Videophiled: ‘Day of the Outlaw’

DayOutlawDay of the Outlaw (Timeless, DVD), a 1959 western set in a snowbound mountain town on the high frontier, is one of the toughest, most tension-filled pictures from Andre de Toth, a studio filmmaker who could be counted on to bring a savage edge to his assignments. The town is already coiled like a spring thanks to the tensions between imperious ranch baron Blaise Starrett (Robert Ryan) and a farmer (Alan Marshal) stringing barbed wire across the range—Blaise has come to town to either intimidate the proud farmer into back down or killing him to stop the wire—when an outlaw gang bursts in and essentially takes the town hostage. They’re on the run from the cavalry and their leader (Burl Ives) is bleeding out from a bullet wound, barely keeping his cutthroat gang in check.

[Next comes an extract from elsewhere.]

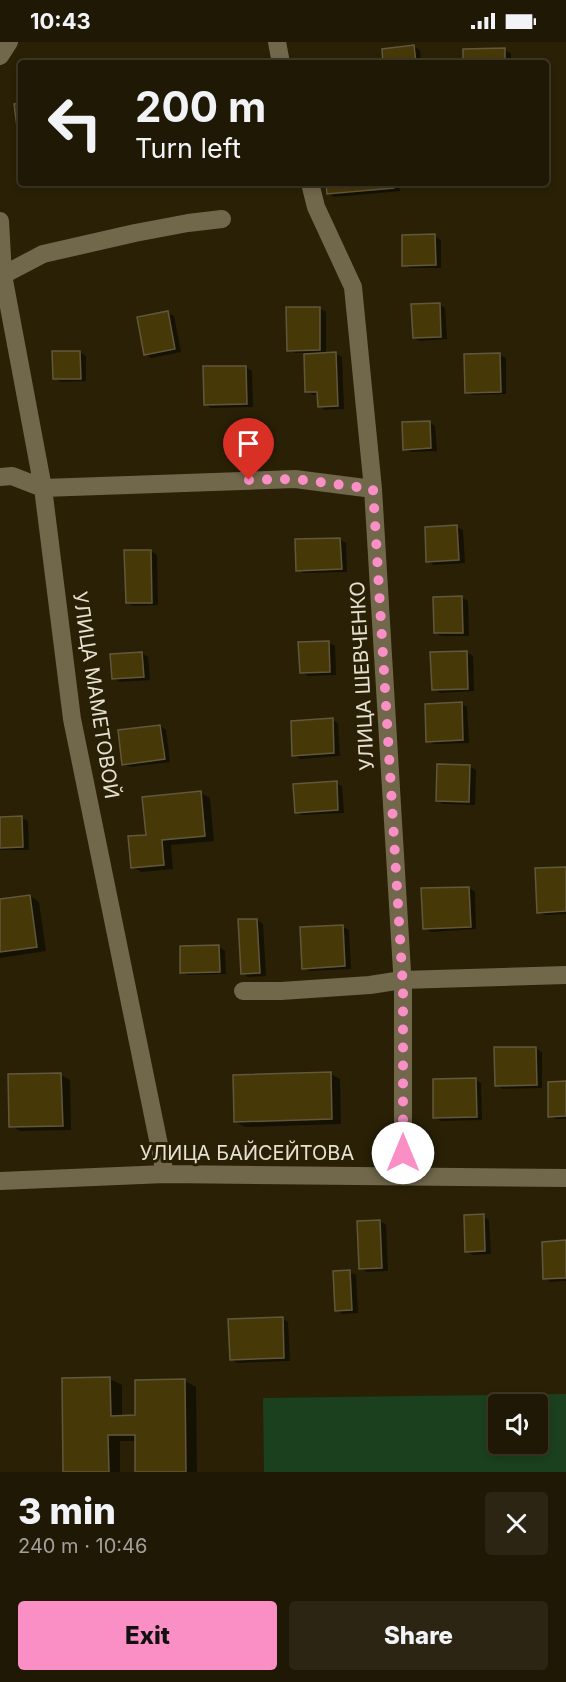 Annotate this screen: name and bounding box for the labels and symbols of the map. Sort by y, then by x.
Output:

The isolation of the town, a few building poking out of the muddy streets and surrounded by mountain ranges in the distance, feels even more adrift in the white blanket of snow cover and the wind howls through most every scene, enhancing the sense of desolation. It’s a spare visual design and de Toth leaves the dramatic compositions lean and simple and uncrowded. Ryan’s wound up stillness makes a great contrast to the increasingly jittery gang members, who pace and fiddle and keep moving toward the women. They look like they are about to fly apart like a bomb and start looting and raping, and the still intensity of Ives, who holds his gaze and his ground has he gives orders and watches over it all, is all that keeps it from combusting. A terrific, underappreciated western, it’s been on disc before in an edition now out of print. Timeless brings it back in a solid DVD edition at a bargain price. No supplements.